## EXERCISE OBJECTIVE
Go through the listing below and report how many lines contain the word "bottom"; write no other words.

(GIVEN RECORDS Opens)

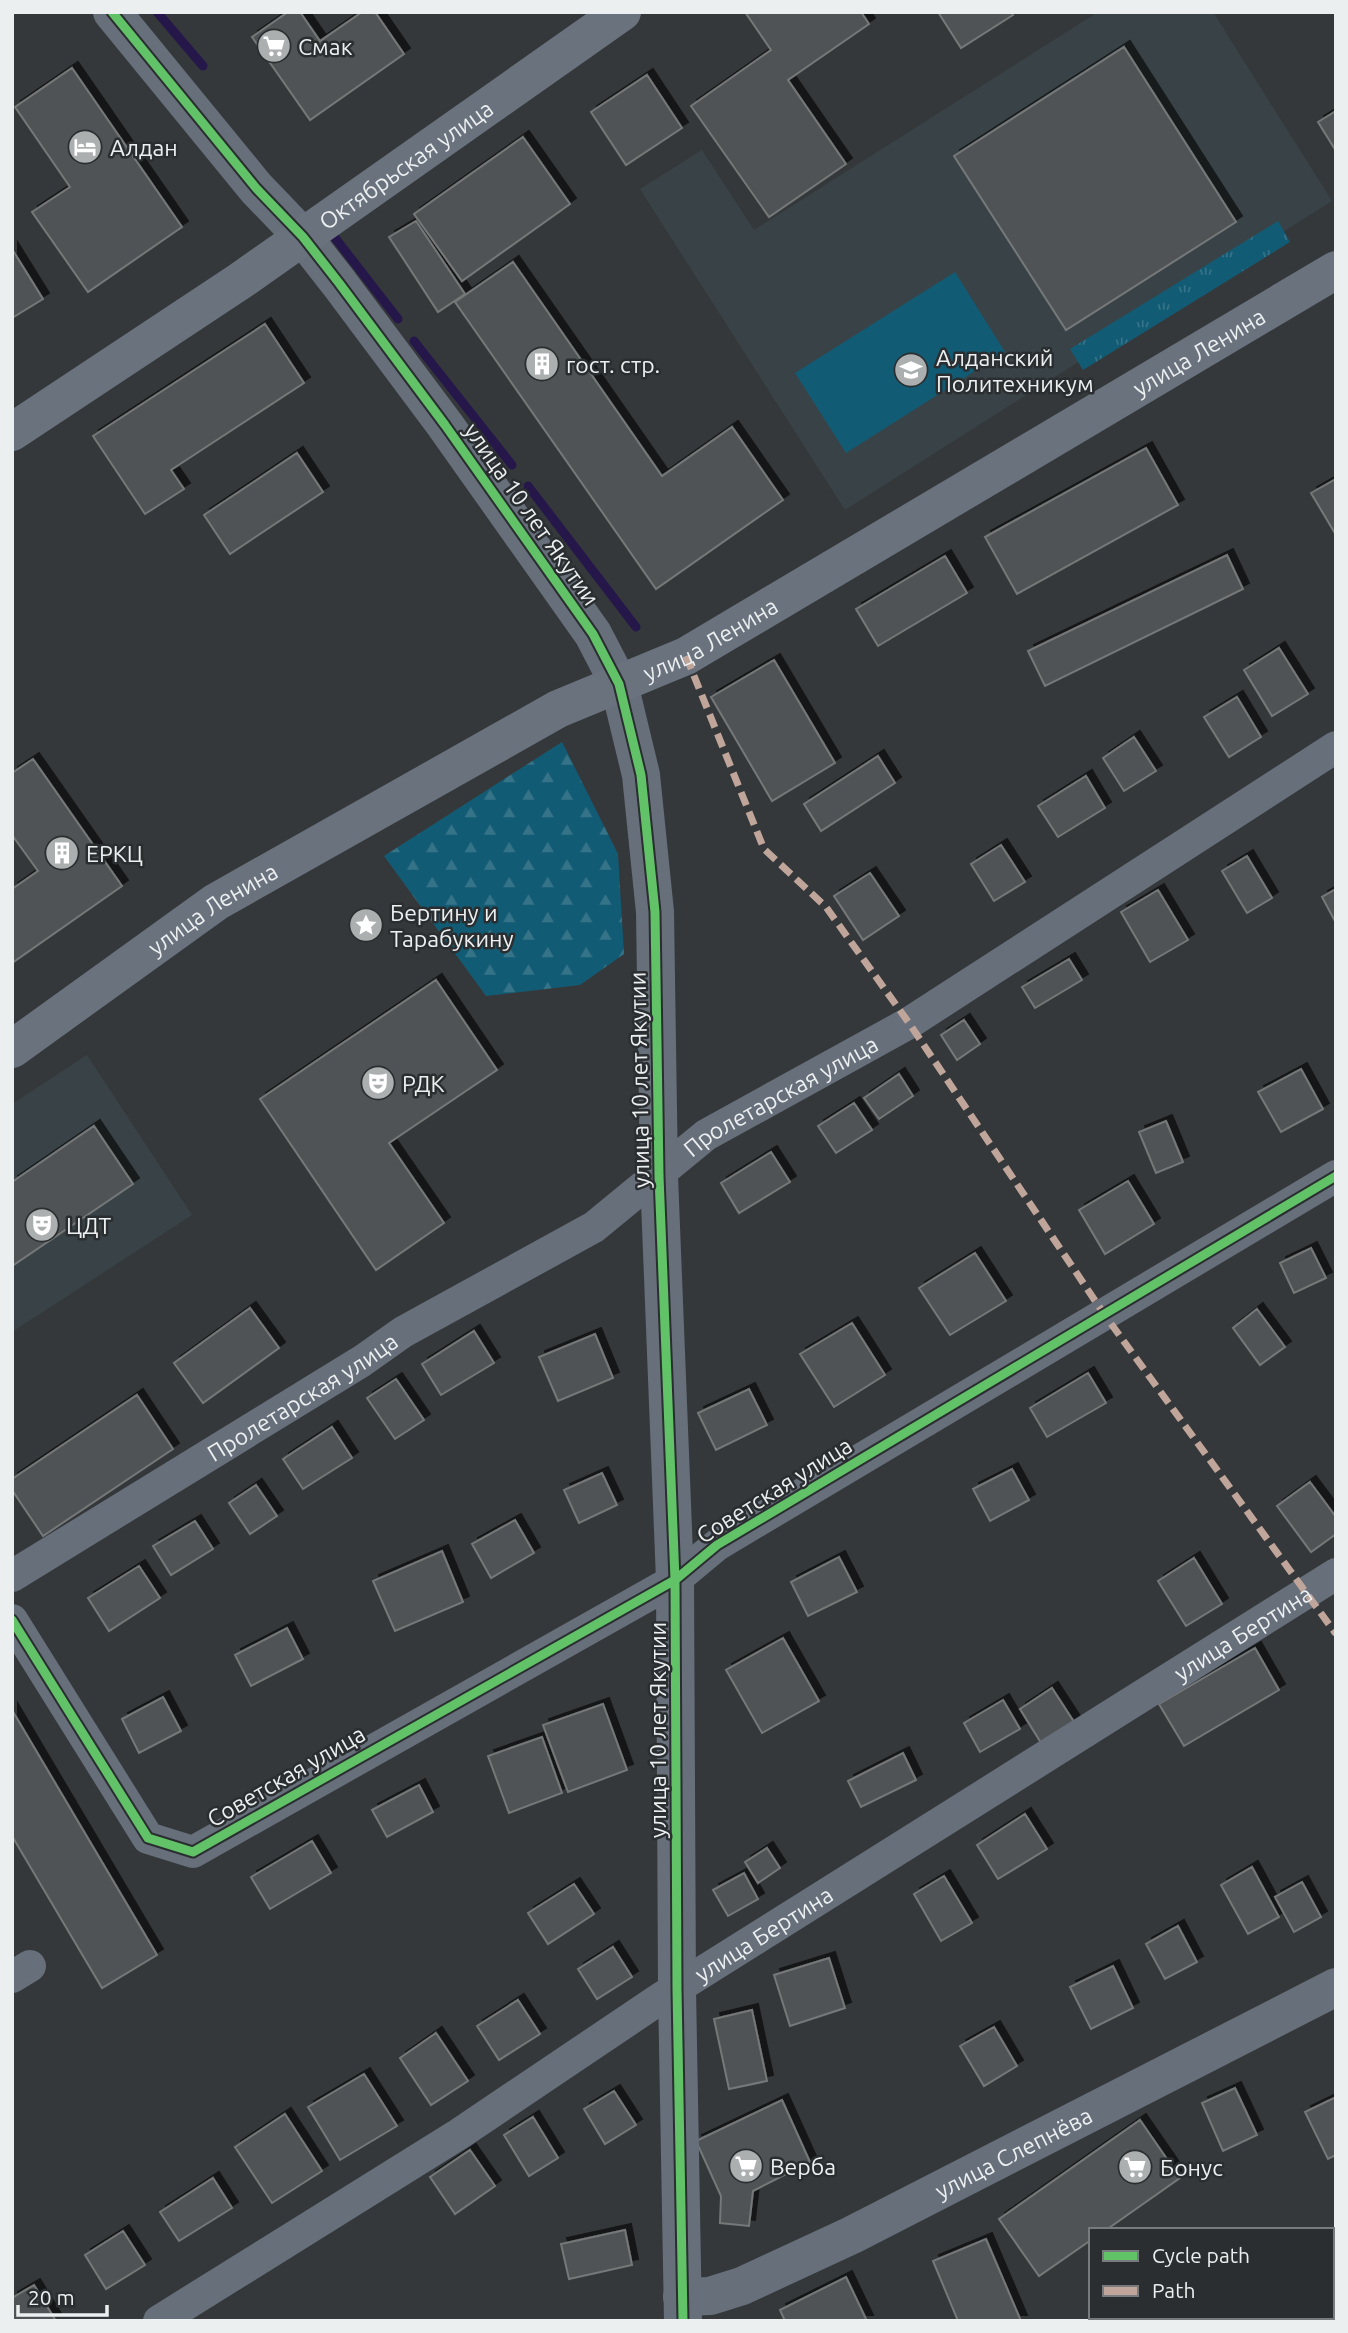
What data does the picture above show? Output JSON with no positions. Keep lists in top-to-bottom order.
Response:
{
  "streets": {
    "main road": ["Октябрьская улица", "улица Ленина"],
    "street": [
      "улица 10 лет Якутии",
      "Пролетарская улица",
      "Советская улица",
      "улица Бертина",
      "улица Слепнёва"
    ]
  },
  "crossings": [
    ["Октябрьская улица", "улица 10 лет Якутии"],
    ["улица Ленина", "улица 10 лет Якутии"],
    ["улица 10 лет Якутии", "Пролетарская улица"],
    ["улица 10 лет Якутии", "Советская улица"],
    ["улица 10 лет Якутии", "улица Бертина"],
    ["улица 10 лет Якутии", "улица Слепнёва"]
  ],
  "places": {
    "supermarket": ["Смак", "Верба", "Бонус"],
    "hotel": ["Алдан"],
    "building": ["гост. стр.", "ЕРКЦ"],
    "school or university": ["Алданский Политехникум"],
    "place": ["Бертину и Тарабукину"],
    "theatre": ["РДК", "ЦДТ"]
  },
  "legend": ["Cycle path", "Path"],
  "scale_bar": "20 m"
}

(GIVEN RECORDS Closes)
(GIVEN RECORDS Opens)

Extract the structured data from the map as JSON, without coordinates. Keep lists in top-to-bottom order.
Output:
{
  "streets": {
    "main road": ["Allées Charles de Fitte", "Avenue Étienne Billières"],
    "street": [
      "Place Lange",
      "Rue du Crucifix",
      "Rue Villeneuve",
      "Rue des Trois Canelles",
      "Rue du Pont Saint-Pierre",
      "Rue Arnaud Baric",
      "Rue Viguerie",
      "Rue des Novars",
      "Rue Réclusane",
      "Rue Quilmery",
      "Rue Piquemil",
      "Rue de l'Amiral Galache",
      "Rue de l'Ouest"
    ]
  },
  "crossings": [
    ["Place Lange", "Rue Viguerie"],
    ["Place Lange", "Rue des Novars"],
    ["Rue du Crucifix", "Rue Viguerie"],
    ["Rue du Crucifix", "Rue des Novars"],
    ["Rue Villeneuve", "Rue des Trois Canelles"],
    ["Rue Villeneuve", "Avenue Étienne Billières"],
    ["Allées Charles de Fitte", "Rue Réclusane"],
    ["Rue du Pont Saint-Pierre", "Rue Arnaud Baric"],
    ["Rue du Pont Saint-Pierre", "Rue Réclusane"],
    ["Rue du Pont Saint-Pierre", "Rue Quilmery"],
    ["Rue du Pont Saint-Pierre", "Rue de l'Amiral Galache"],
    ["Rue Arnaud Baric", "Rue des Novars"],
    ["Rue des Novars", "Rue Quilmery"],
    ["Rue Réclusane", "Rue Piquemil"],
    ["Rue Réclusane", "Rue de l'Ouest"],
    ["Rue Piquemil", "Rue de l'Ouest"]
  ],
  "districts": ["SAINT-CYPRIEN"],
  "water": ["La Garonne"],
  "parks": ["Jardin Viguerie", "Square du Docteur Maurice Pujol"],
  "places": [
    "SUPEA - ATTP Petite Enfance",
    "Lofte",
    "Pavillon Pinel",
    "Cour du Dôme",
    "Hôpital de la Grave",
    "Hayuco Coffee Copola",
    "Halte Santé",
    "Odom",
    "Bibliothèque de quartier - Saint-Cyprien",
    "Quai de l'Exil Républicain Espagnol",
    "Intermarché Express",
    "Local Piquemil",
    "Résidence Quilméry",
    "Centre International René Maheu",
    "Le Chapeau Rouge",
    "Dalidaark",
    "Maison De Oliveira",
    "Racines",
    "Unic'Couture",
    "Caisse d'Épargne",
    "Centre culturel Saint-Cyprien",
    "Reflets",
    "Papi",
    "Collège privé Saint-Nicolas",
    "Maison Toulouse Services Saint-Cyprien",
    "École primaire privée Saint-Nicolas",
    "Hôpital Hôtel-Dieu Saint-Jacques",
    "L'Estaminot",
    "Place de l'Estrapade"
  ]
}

(GIVEN RECORDS Closes)
(GIVEN RECORDS Opens)

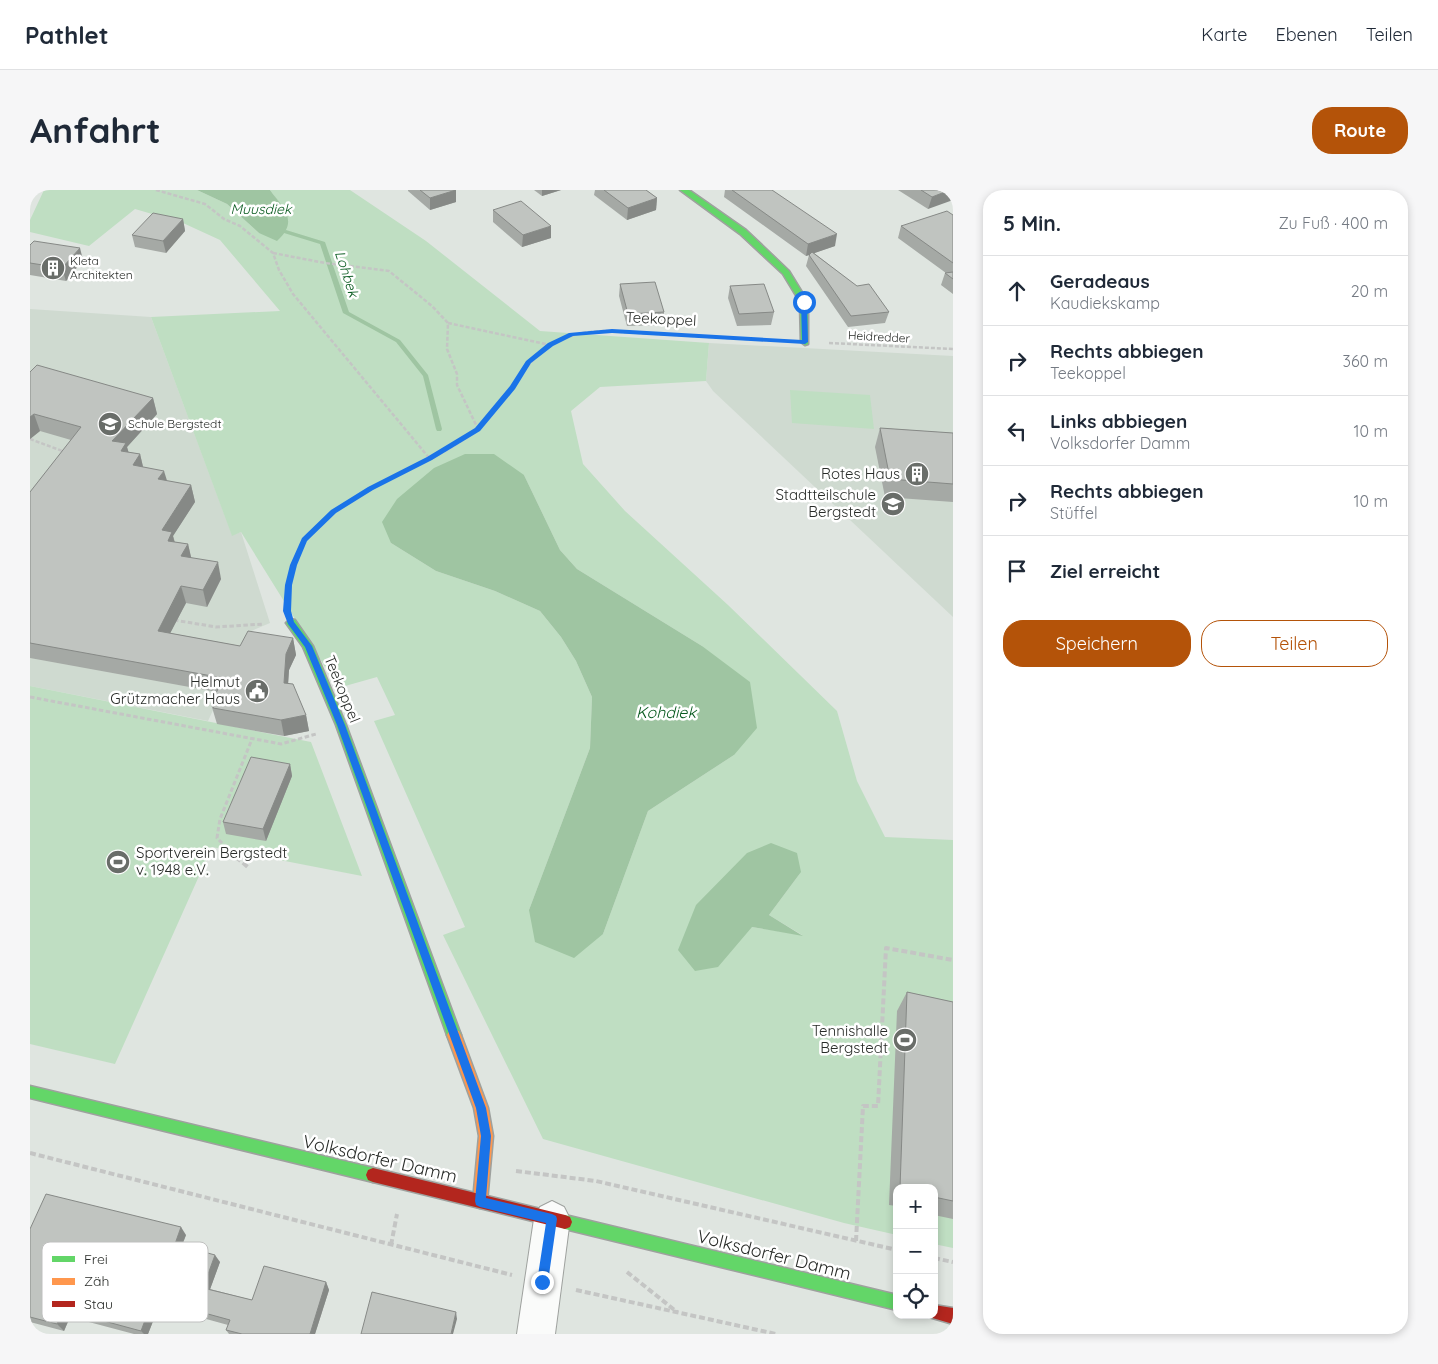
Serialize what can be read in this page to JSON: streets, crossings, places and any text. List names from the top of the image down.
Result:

(GIVEN RECORDS Closes)

## WRITTEN SOLUTION
2